Evidently AI
The open-source framework for full-lifecycle ML observability and LLM evaluation.

The lightweight toolkit for tracking, evaluating, and iterating on LLM applications in production.

Weave, developed by Weights & Biases, represents the next generation of LLM application development platforms, specifically engineered for the 2026 enterprise landscape where 'Black Box' AI is no longer acceptable. Its technical architecture is built around the concept of 'Traces' and 'Evals,' providing a low-latency layer that captures every LLM interaction without significant performance overhead. Unlike traditional logging, Weave Studio focuses on structured data flow, allowing Lead AI Architects to visualize complex multi-step chains (like RAG or Agentic workflows) as hierarchical waterfall diagrams. The platform's 2026 market positioning is centered on the 'Evaluation-First' development cycle, where developers define success metrics before writing code. It seamlessly integrates with the broader W&B ecosystem, providing a bridge between experimental research and production-grade reliability. By offering programmatic evaluation frameworks and version-controlled prompt management, Weave enables teams to move from anecdotal 'vibe-checks' to rigorous, data-driven performance benchmarks across diverse model providers including OpenAI, Anthropic, and local Llama instances.
Weave, developed by Weights & Biases, represents the next generation of LLM application development platforms, specifically engineered for the 2026 enterprise landscape where 'Black Box' AI is no longer acceptable.
Explore all tools that specialize in manage prompt versions. This domain focus ensures Weave (by Weights & Biases) delivers optimized results for this specific requirement.
Explore all tools that specialize in hallucination detection. This domain focus ensures Weave (by Weights & Biases) delivers optimized results for this specific requirement.
Define scoring logic in Python to automatically grade LLM outputs against ground truth data.
Nested UI view of multi-agent interactions, showing timing and cost for every sub-call.
A web interface to tweak system prompts and see immediate effects across multiple test cases.
Every dataset used for evaluation is hashed and stored as a W&B Artifact.
Native handling of streamed LLM responses to capture final output without breaking UX.
Integrated hooks for scanning traces for sensitive information or harmful content.
Lightweight client-side library that minimizes network overhead during data capture.
Install the Weave library using 'pip install weave'.
Authenticate with Weights & Biases using 'wandb login'.
Initialize a project in your script with 'weave.init('project_name')'.
Use the @weave.op() decorator on functions to automatically capture inputs and outputs.
Run your LLM application to populate the Weave Studio dashboard with initial traces.
Define a 'Model' class in Weave to version-control your prompts and parameters.
Create an 'Evaluation' object by defining a dataset and a list of scoring functions.
Execute programmatic evals to generate a leaderboard of model performance.
Review waterfall traces in the Weave UI to identify bottlenecks or high-latency steps.
Deploy the versioned model to production and monitor live traces for drift.
All Set
Ready to go
Verified feedback from other users.
"Users praise the seamless transition from experimentation to production and the UI's ability to handle complex nested traces."
Post questions, share tips, and help other users.

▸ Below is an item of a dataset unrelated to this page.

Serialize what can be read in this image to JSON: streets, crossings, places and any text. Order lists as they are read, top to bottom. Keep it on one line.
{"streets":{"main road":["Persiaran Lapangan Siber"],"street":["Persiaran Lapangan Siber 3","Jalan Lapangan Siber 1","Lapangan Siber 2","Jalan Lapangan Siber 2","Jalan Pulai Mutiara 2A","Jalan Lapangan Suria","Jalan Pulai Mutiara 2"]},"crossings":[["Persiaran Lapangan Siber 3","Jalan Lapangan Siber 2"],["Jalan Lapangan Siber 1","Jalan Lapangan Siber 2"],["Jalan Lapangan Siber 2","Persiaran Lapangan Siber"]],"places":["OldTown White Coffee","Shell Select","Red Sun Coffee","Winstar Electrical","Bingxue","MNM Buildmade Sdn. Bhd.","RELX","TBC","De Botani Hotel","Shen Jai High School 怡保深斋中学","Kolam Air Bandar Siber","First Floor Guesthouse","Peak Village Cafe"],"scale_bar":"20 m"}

The open-source framework for full-lifecycle ML observability and LLM evaluation.

The version-controlled prompt registry for professional LLM orchestration.
PromptLayer is a workbench for AI engineering, offering versioning, testing, and monitoring for prompts and agents.

Mitigate Gen AI risks and ship with confidence using AI-powered validation.

The Unified Platform for Predictive and Generative AI Governance and Delivery.

The only end-to-end agent workforce platform for secure, scalable, production-grade agents.

Architecting Enterprise AI and Scalable Data Ecosystems for the Agentic Era.

Autonomous Data Intelligence for Real-Time Predictive Insights and Neural Analytics.